I was wrong though, and though he plays a huge part in my life, he’s not where I begin, he’s not where I end, and now, honestly, he’s really absolutely insignificant. I realized tonight, while watching Empire of all things, that I begin when my children begin.

I began when I brought a little girl into the world, and she became mine. That’s when I started doing crazy things like getting random jobs, and swinging blindly at perfect pitches and missing, trying to figure out how to make a family, who to be, and how to be.

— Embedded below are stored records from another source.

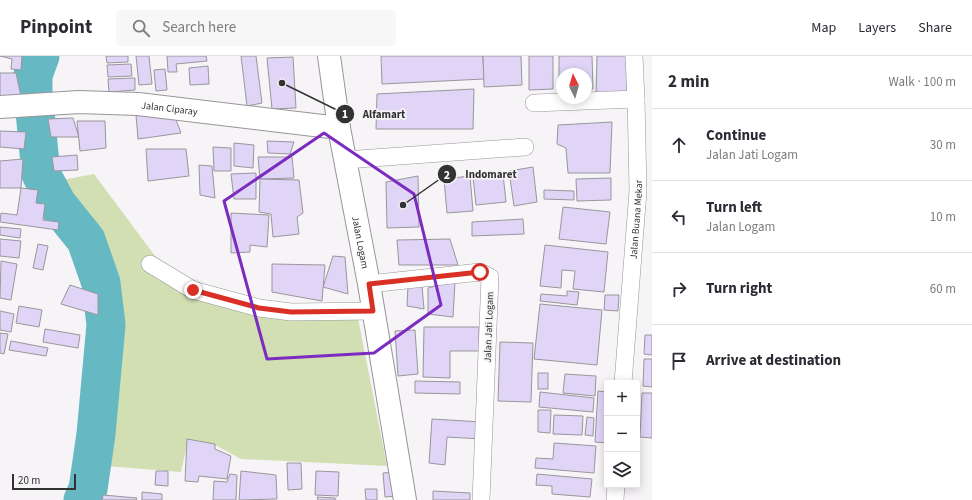 <!DOCTYPE html>
<html lang="en">
<head>
<meta charset="utf-8">
<style>
	:root { --surface:#fff; --page:#f7f7f7; --text:#2b2b33; --muted:#7c7c81; --line:#e1e1e2 }
	body { margin:0; font-family:"Source Sans 3",sans-serif; background:var(--page); color:var(--text) }
	.controls { position:absolute; right:12px; bottom:12px; display:grid; overflow:hidden; border-radius:4px; box-shadow:0 2px 10px #0003 }
	.controls button { width:36px; height:36px; display:grid; place-items:center; padding:0; border:0; border-bottom:1px solid var(--line); background:var(--surface); color:var(--text); font:20px sans-serif }
	.compass { position:absolute; left:556px; top:12px; width:36px; height:36px; border-radius:50%; background:var(--surface); box-shadow:0 2px 10px #0003; rotate:355deg }
	.scale { position:absolute; left:12px; bottom:10px; width:64px; box-sizing:border-box; padding-left:4px; border:2px solid #333233; border-top:0; font-size:11px; line-height:14px; white-space:nowrap; color:#333233; -webkit-text-stroke:3px #f6f4f6; paint-order:stroke }
	.stop { position:absolute; width:12px; height:12px; margin:-9px; border:3px solid #d93025; border-radius:50%; background:#fff }
	.stop.end { background:#d93025; border-color:#fff; box-shadow:0 1px 4px #0008 }
	.list { margin:0; padding:0; list-style:none }
	h2 { display:flex; justify-content:space-between; align-items:center; height:52px; margin:0; padding:0 16px; font-size:17px }
	h2 small { font-size:13px; font-weight:400; color:var(--muted) }
	.list li { display:grid; grid-template-columns:26px 1fr auto; gap:12px; align-items:center; box-sizing:border-box; height:72px; padding:0 16px; border-top:1px solid var(--line) }
	.list b { display:block; font-size:15px; white-space:nowrap }
	.list p { margin:0; font-size:13px; white-space:nowrap; color:var(--muted) }
	.list em { font-size:13px; font-style:normal; color:var(--muted) }
	.icon { flex:none; width:22px; height:22px; fill:none; stroke:currentColor; stroke-width:2; stroke-linecap:round; stroke-linejoin:round }
	.map { position:relative; flex:none; width:652px; height:444px; overflow:hidden }
	header { display:flex; align-items:center; gap:24px; box-sizing:border-box; height:56px; padding:0 20px; background:var(--surface); border-bottom:1px solid var(--line) }
	header strong { font-size:19px }
	nav { display:flex; gap:22px; margin-inline-start:auto; font-size:14px }
	.search { width:280px; height:36px; background:var(--page); display:flex; align-items:center; gap:10px; box-sizing:border-box; padding:0 14px; border-radius:4px; color:var(--muted); font-size:15px }
	main { display:flex }
	aside { flex:1; background:var(--surface) }
	.map>svg:first-child { display:block }
	.green { fill:#d2dfb2 }
	.lines { fill:none; stroke-linecap:round; stroke-linejoin:round }
	.river { stroke:#66b8c3; stroke-width:39 }
	.building { fill:#e0d4f7; stroke:#98979a }
	.street-casing { stroke:#989698; stroke-width:18 }
	.secondary-casing { stroke:#989698; stroke-width:24 }
	.street { stroke:#fff; stroke-width:17 }
	.secondary { stroke:#fff; stroke-width:22 }
	.route { stroke:#d93025; stroke-width:5 }
	.marked { fill:none; stroke:#7b2cbf; stroke-width:3; stroke-linejoin:round }
	.labels { text-anchor:middle; stroke-width:3.5; stroke-linejoin:round; paint-order:stroke }
	.street-label { font-size:10px; fill:#333233; stroke:#f6f4f6 }
	.leader { fill:none; stroke:#333233; stroke-width:1.5 }
	.callout-dot { fill:#333233; stroke:#f6f4f6; stroke-width:1.5 }
	.mark-label { font-size:12px; text-anchor:middle; font-weight:bold; fill:#fff }
	.callout-label { font-size:11px; text-anchor:middle; font-weight:bold; fill:#333233; stroke:#f6f4f6; stroke-width:3.5; stroke-linejoin:round; paint-order:stroke }
</style>
</head>
<body>
<header>
<strong>Pinpoint</strong>
<div class="search"><svg class="icon" aria-label="search" viewBox="0 0 24 24"><circle cx="10" cy="10" r="6"/><path d="M15 15l6 6"/></svg>Search here</div>
<nav><a>Map</a><a>Layers</a><a>Share</a></nav>
</header>
<main>
<div class="map">
<svg width="652" height="444" viewBox="0 0 652 444">
	<rect width="100%" height="100%" fill="#f6f4f6"/>
	<path class="green" d="M 94,118 L 155,200 L 214,239 L 357,257 L 387,410 L 241,403 L 215,389 L 188,384 L 181,416 L 106,410 L 107,310 L 114,232 L 84,170 L 57,125 Z"/>
	<g class="lines">
		<path class="river" d="M 40,0 L 33,19 L 33,35 L 41,118 L 57,148 L 86,184 L 101,227 L 106,269 L 96,378 L 88,433 L 83,444"/>
	</g>
	<g class="building">
		<path d="M 0,0 L 22,0 L 21,14 L 11,13 L 12,3 Z"/>
		<path d="M 106,0 L 128,0 L 128,6 L 107,7 Z"/>
		<path d="M 136,0 L 149,0 L 152,28 L 139,29 Z"/>
		<path d="M 167,0 L 206,0 L 207,5 L 176,8 L 177,16 L 168,16 Z"/>
		<path d="M 241,0 L 256,0 L 262,47 L 247,50 Z"/>
		<path d="M 381,0 L 483,0 L 484,23 L 382,28 Z"/>
		<path d="M 483,0 L 521,0 L 522,29 L 484,31 Z"/>
		<path d="M 529,0 L 553,0 L 553,33 L 529,34 Z"/>
		<path d="M 559,0 L 592,0 L 593,33 L 586,33 L 586,18 L 562,18 L 562,34 L 559,34 Z"/>
		<path d="M 597,0 L 628,0 L 627,42 L 596,41 Z"/>
		<path d="M 293,1 L 296,52 L 272,53 L 267,2 Z"/>
		<path d="M 131,8 L 132,20 L 108,21 L 107,9 Z"/>
		<path d="M 208,10 L 209,28 L 190,29 L 189,12 Z"/>
		<path d="M 165,13 L 167,34 L 156,35 L 154,14 Z"/>
		<path d="M 0,17 L 16,17 L 21,40 L 0,42 Z"/>
		<path d="M 135,22 L 135,34 L 109,36 L 108,23 Z"/>
		<path d="M 474,33 L 473,73 L 376,73 L 377,38 Z"/>
		<path d="M 173,56 L 181,77 L 138,83 L 136,59 Z"/>
		<path d="M 73,62 L 79,81 L 51,81 L 48,63 Z"/>
		<path d="M 77,65 L 105,65 L 106,92 L 80,95 Z"/>
		<path d="M 612,66 L 610,117 L 568,117 L 566,92 L 557,88 L 558,69 Z"/>
		<path d="M 0,75 L 26,76 L 24,93 L 0,91 Z"/>
		<path d="M 267,85 L 294,86 L 290,98 L 268,97 Z"/>
		<path d="M 234,87 L 254,89 L 253,112 L 234,110 Z"/>
		<path d="M 213,91 L 231,92 L 231,115 L 214,115 Z"/>
		<path d="M 146,93 L 186,93 L 189,120 L 148,125 Z"/>
		<path d="M 77,99 L 78,114 L 54,115 L 52,101 Z"/>
		<path d="M 258,101 L 292,101 L 294,122 L 260,123 Z"/>
		<path d="M 23,103 L 21,132 L 0,132 L 0,105 Z"/>
		<path d="M 199,109 L 212,110 L 215,142 L 200,139 Z"/>
		<path d="M 533,111 L 537,146 L 514,150 L 509,115 Z"/>
		<path d="M 256,117 L 256,143 L 234,143 L 231,118 Z"/>
		<path d="M 503,118 L 506,146 L 476,149 L 473,121 Z"/>
		<path d="M 418,120 L 419,171 L 387,172 L 386,126 Z"/>
		<path d="M 470,120 L 473,155 L 447,157 L 444,123 Z"/>
		<path d="M 611,122 L 611,144 L 577,145 L 576,123 Z"/>
		<path d="M 260,123 L 299,124 L 303,157 L 297,161 L 299,178 L 273,181 L 271,158 L 259,156 Z"/>
		<path d="M 21,132 L 38,134 L 36,147 L 45,148 L 43,164 L 59,166 L 58,174 L 0,166 L 1,157 L 17,159 Z"/>
		<path d="M 544,134 L 574,135 L 574,144 L 544,143 Z"/>
		<path d="M 563,151 L 610,156 L 606,188 L 559,183 Z"/>
		<path d="M 231,157 L 269,159 L 267,191 L 250,189 L 250,196 L 231,197 Z"/>
		<path d="M 523,163 L 524,178 L 472,180 L 472,166 Z"/>
		<path d="M 0,171 L 21,173 L 20,182 L 0,179 Z"/>
		<path d="M 0,183 L 21,185 L 19,202 L 0,200 Z"/>
		<path d="M 450,183 L 458,209 L 399,209 L 397,184 Z"/>
		<path d="M 38,188 L 48,190 L 43,214 L 33,212 Z"/>
		<path d="M 545,189 L 608,196 L 604,236 L 573,233 L 575,215 L 562,214 L 561,232 L 540,230 Z"/>
		<path d="M 333,200 L 345,201 L 348,238 L 323,231 Z"/>
		<path d="M 1,205 L 17,208 L 11,244 L 0,242 Z"/>
		<path d="M 272,208 L 325,209 L 322,245 L 272,236 Z"/>
		<path d="M 455,225 L 453,261 L 428,258 L 428,232 Z"/>
		<path d="M 70,229 L 98,238 L 98,259 L 61,248 Z"/>
		<path d="M 408,230 L 422,230 L 424,253 L 407,250 Z"/>
		<path d="M 567,235 L 579,236 L 577,249 L 540,245 L 541,238 L 567,240 Z"/>
		<path d="M 605,239 L 619,239 L 618,255 L 604,254 Z"/>
		<path d="M 540,248 L 602,254 L 597,309 L 534,303 Z"/>
		<path d="M 19,250 L 42,254 L 39,271 L 16,267 Z"/>
		<path d="M 0,255 L 14,258 L 11,276 L 0,274 Z"/>
		<path d="M 424,271 L 479,271 L 479,295 L 450,295 L 450,322 L 423,321 Z"/>
		<path d="M 45,273 L 80,279 L 78,292 L 43,286 Z"/>
		<path d="M 415,274 L 418,318 L 398,320 L 395,275 Z"/>
		<path d="M 0,277 L 8,278 L 4,298 L 0,297 Z"/>
		<path d="M 645,279 L 652,279 L 652,299 L 644,298 Z"/>
		<path d="M 11,285 L 48,292 L 46,300 L 9,294 Z"/>
		<path d="M 500,286 L 533,287 L 531,346 L 498,345 Z"/>
		<path d="M 644,303 L 652,303 L 652,331 L 643,330 Z"/>
		<rect x="538" y="317" width="10" height="16"/>
		<path d="M 565,318 L 596,320 L 595,340 L 563,337 Z"/>
		<path d="M 415,325 L 460,326 L 460,338 L 415,337 Z"/>
		<path d="M 598,335 L 607,336 L 607,387 L 595,386 Z"/>
		<path d="M 540,336 L 594,342 L 593,356 L 539,351 Z"/>
		<path d="M 642,337 L 652,337 L 652,382 L 640,381 Z"/>
		<path d="M 538,354 L 551,354 L 550,377 L 538,376 Z"/>
		<path d="M 554,359 L 583,360 L 582,379 L 553,378 Z"/>
		<path d="M 587,361 L 594,362 L 593,380 L 585,379 Z"/>
		<path d="M 432,363 L 482,366 L 481,383 L 447,381 L 445,409 L 429,407 Z"/>
		<path d="M 187,383 L 215,388 L 215,393 L 231,400 L 227,423 L 199,420 L 198,426 L 185,425 Z"/>
		<path d="M 554,387 L 596,390 L 594,417 L 535,412 L 536,402 L 553,403 Z"/>
		<path d="M 287,407 L 301,407 L 302,433 L 288,434 Z"/>
		<path d="M 156,415 L 168,415 L 168,430 L 155,429 Z"/>
		<path d="M 241,415 L 276,419 L 277,443 L 239,444 Z"/>
		<path d="M 316,415 L 339,416 L 338,440 L 315,439 Z"/>
		<path d="M 395,416 L 397,440 L 385,441 L 383,417 Z"/>
		<path d="M 230,418 L 237,419 L 236,444 L 213,444 L 214,425 L 227,426 Z"/>
		<path d="M 537,418 L 592,423 L 590,441 L 552,438 L 552,430 L 536,429 Z"/>
		<path d="M 365,433 L 377,433 L 377,444 L 366,444 Z"/>
		<path d="M 433,435 L 470,437 L 470,444 L 433,444 Z"/>
		<path d="M 142,436 L 162,438 L 162,444 L 142,444 Z"/>
		<path d="M 103,439 L 137,442 L 136,444 L 102,444 Z"/>
		<path d="M 317,441 L 335,442 L 336,444 L 318,444 Z"/>
	</g>
	<g class="lines">
		<defs>
			<g id="street">
				<path d="M 534,47 L 636,43"/>
				<path d="M 345,104 L 525,91"/>
				<path d="M 150,208 L 193,234 L 259,252 L 291,256 L 373,255"/>
				<path d="M 369,228 L 480,216 L 490,221 L 481,444"/>
				<path id="s1" d="M 623,327 L 638,135 L 636,43 L 634,0"/>
				<path d="M 615,444 L 616,429"/>
			</g>
			<g id="secondary">
				<path id="s2" d="M 329,0 L 339,72 L 369,228 L 405,444"/>
				<path id="s3" d="M 0,51 L 79,46 L 138,48 L 339,72"/>
			</g>
		</defs>
		<use href="#street" class="street-casing"/>
		<use href="#secondary" class="secondary-casing"/>
		<use href="#street" class="street"/>
		<use href="#secondary" class="secondary"/>
	</g>
	<g class="lines">
		<path class="route" d="M 193,234 L 259,252 L 291,256 L 373,255 L 369,228 L 480,216"/>
	</g>
	<path class="marked" d="M 324,77 L 414,138 L 441,249 L 374,297 L 267,303 L 224,145 Z"/>
	<g class="labels">
		<g class="street-label">
			<text dy="4" stroke="none"><textPath href="#s3" startOffset="170">Jalan Ciparay</textPath></text>
			<text dy="4" stroke="none"><textPath href="#s1" startOffset="164">Jalan Buana Mekar</textPath></text>
			<text dy="4" stroke="none"><textPath href="#s2" startOffset="189">Jalan Logam</textPath></text>
			<text transform="translate(488 271) rotate(-88)" y="4">Jalan Jati Logam</text>
		</g>
	</g>
	<path class="leader" d="M282 27L345 58M403 149L447 118"/>
	<g class="callout-dot">
		<circle cx="282" cy="27" r="4"/>
		<circle cx="403" cy="149" r="4"/>
		<circle cx="345" cy="58" r="10"/>
		<circle cx="447" cy="118" r="10"/>
	</g>
	<g class="mark-label">
		<text x="345" y="62">1</text>
		<text x="447" y="123">2</text>
	</g>
	<g class="callout-label">
		<text x="384" y="62">Alfamart</text>
		<text x="491" y="122">Indomaret</text>
	</g>
</svg>
<div class="controls">
<button>+</button>
<button>−</button>
<button><svg class="icon" aria-label="layers" viewBox="0 0 24 24"><path d="M12 4l9 5-9 5-9-5zM3 14l9 5 9-5"/></svg></button>
</div>
<svg class="compass" viewBox="-18 -18 36 36"><path d="M0-13l5 13h-10z" fill="#e53935"/><path d="M0 13l5-13h-10z" fill="#7c7c81"/></svg>
<div class="scale">20 m</div>
<div class="stop" style="left:480px;top:216px"></div>
<div class="stop end" style="left:193px;top:234px"></div>
</div>
<aside>
<h2>2 min<small>Walk · 100 m</small></h2>
<ul class="list">
<li><svg class="icon" aria-label="ahead" viewBox="0 0 24 24"><path d="M12 20V5M6 11l6-6 6 6"/></svg><div><b>Continue</b><p>Jalan Jati Logam</p></div><em>30 m</em></li>
<li><svg class="icon" aria-label="left" viewBox="0 0 24 24"><path d="M17 20v-9H6M10 6l-5 5 5 5"/></svg><div><b>Turn left</b><p>Jalan Logam</p></div><em>10 m</em></li>
<li><svg class="icon" aria-label="right" viewBox="0 0 24 24"><path d="M7 20v-9h11M14 6l5 5-5 5"/></svg><div><b>Turn right</b></div><em>60 m</em></li>
<li><svg class="icon" aria-label="arrive" viewBox="0 0 24 24"><path d="M6 21V4h12l-3 4 3 4H6"/></svg><div><b>Arrive at destination</b></div></li>
</ul>
</aside>
</main>
</body>
</html>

You’re going to read all of those other stories, and you’re going to know all of mine, and my closest friends secrets before you’re done. You’re going to know all that I know, but I won’t just be telling you our dirt, that’s why it didn’t work before. I know some AMAZING women, with stories that will blow your minds, in fact, I really hope some of them can be persuaded to tell you their stories themselves.. wouldn’t it be really neat to link my version of a story to their version of it, and see how our webs weaved into each others lives. Amber might be willing, perhaps Cristina too. I don’t know though, I’m the writer, we’ll see what I can talk them in to. But the point is this. I started out trying to dish a bunch of dirt, tell you all of the wrongs that brought me to where I am, and all the dirty little secrets that me n mine have hidden pretty deep.

That’s not the real story though, the story is what we have been through, and the love we all have and have had. Our shenanigans will come out, but only so you understand us more, not just because you’re going to be shocked.